LAKES Mastery Course - SI 699
Proposal open date: June 1
Proposal close date: November
Project timeline: January-April
Project duration: 15 weeks
Number of projects needed: 15
Submit a Project Idea View our Client Guide
Description
In SI 699: LAKES Mastery Course, master's-level graduate students lead special projects relating to librarianship, archival practice and/or digital curation. Project areas could relate to instruction, service design, assessment, collections, community engagement or other areas within librarianship or archival work. Digital curation projects could additionally include plans, procedures and documentation for the management, organization and curation of large data sets and collections.
Deliverables
- Deliverables will vary by project and are based on the client needs and project scope. Examples may include:
- Final reports with recommendations
- Digitization plan for archive
- Tool kit of resources
- Reference guide
- Metadata curation and associated reports
- Recommendations on data curation best practices
Client Requirements
- Level of client engagement for course/program
- 30-60 minute weekly or bi-weekly meetings with the student team
- Regular feedback and communication to student team based on the course schedule
- Introduction to stakeholders and users for interviews and/or data gathering
- Access to organizational data, systems and/or resources necessary to project completion
- Attend final presentation
- Complete project evaluation
- Project requirements for the course/program
- Provide 100 hours of work per student (students may work individually or in teams of two)

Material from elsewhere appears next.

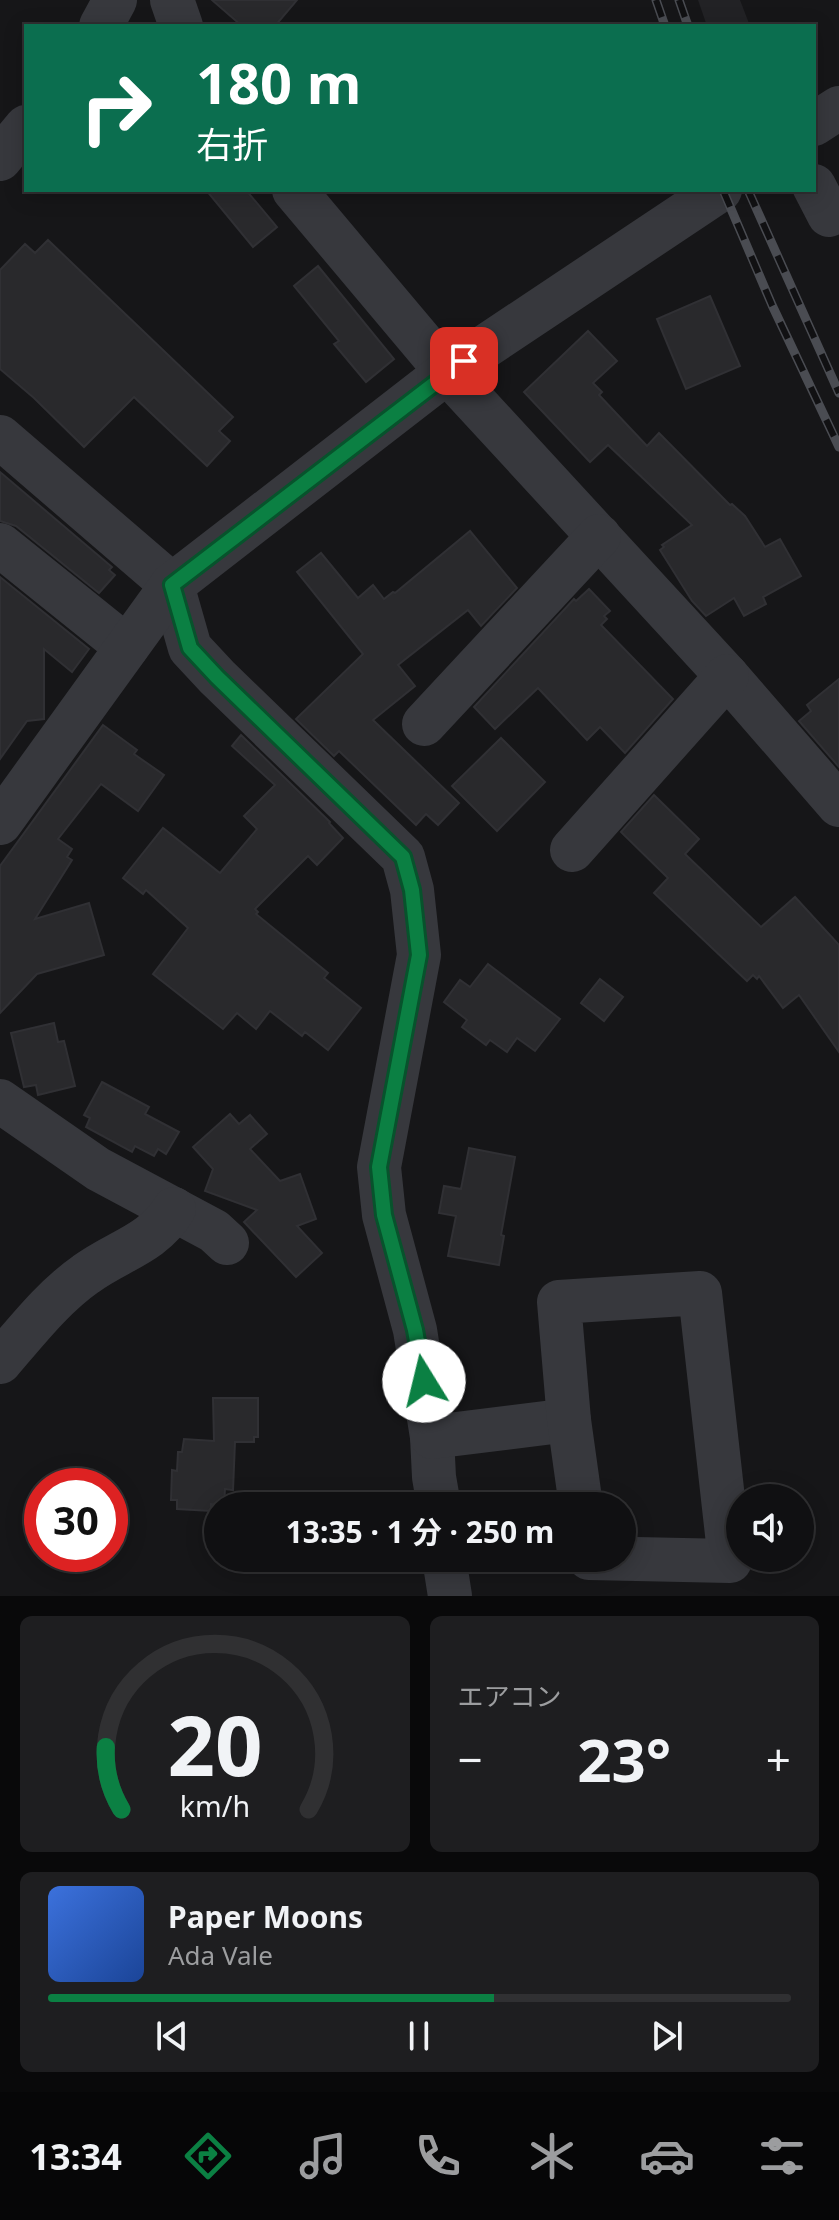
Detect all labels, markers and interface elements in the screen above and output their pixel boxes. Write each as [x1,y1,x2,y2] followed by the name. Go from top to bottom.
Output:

- Provide a range of work that is diverse, allows for autonomous decision making and requires significant non-clerical duties
- Be amenable to students scoping the project further once client match is confirmed
- Special project requirements for digital curation-focused projects
- Relate to the following areas of interest:
- Digital curation workflows
- Data wrangling
- Metadata projects
- Possess large sets of data or information that require complex strategy and/or management
- Provide students with offsite access to their data before the start of the course
- Designate a primary contact who knows and understands the data or collection (preferably someone specialized in digital curation)
- Relate to the following areas of interest:
Past Projects
- Archival Recommendations. The Electronic Privacy Information Center (EPIC) lacked an online database for digital records. Students identified, analyzed and recommended solutions for archival infrastructure to make it easier for users and staff to search for and access records with consistency.
- Developing a Museum Digital Preservation Policy. Students collaborated with the Swedish American Museum to create a tailored policy and a set of implementable processes for preserving digital content.
- Mobilizing Library Resources for Rural Community Outreach. Students worked with Menominee County Library to expand its wi-fi hotspot program. Students created an assessment tool for internet use and a plan for the library to use existing mobile resources to build relationships in the community.
- Collections Diversity Audit. Students assisted the Clinton-Macomb Public Library in performing an audit of their collections for diversity, equity and inclusion. Students cleaned the collected data, assessed it and presented the information in a report to library staff and management.
Client Testimonials
- "The student helped us explore what qualitative assessment might look like for our organization related to collections assessment and how it might inform decision-making processes. This would directly affect faculty, staff and students in their ability to access and browse materials in our collections. It was very helpful to have someone take the time to review this aspect of our work and provide us with considerations for the future."
- Emily Rodgers, University of Michigan Library Environments
- "The student gave me a plan of action and recommendations that saved me a couple of months of research—months I didn't have. Her plan will allow the archive to hire a student assistant and provide access to archival data for the whole campus."
- Julia Daniel Walkuski, University of Michigan Dearborn Mardigian Library
- "The results of this project will have a national impact on how we access legacy science data. The students helped us create a workflow for processing floppy disks, which will enable us to retrieve legacy data for new work. This is something that we hadn't had time to develop on our own, but now we're planning to share this workflow with other science centers in our organization who are also struggling to process floppy disks."
- Anonymous Client
- "The student's work will help us streamline our collections metadata management process, and allow us to offer expanded services and reporting capabilities to our members. Thanks to their recommended solution, we look forward to being able to offer a public, web-based interface for our members to view their collections metadata."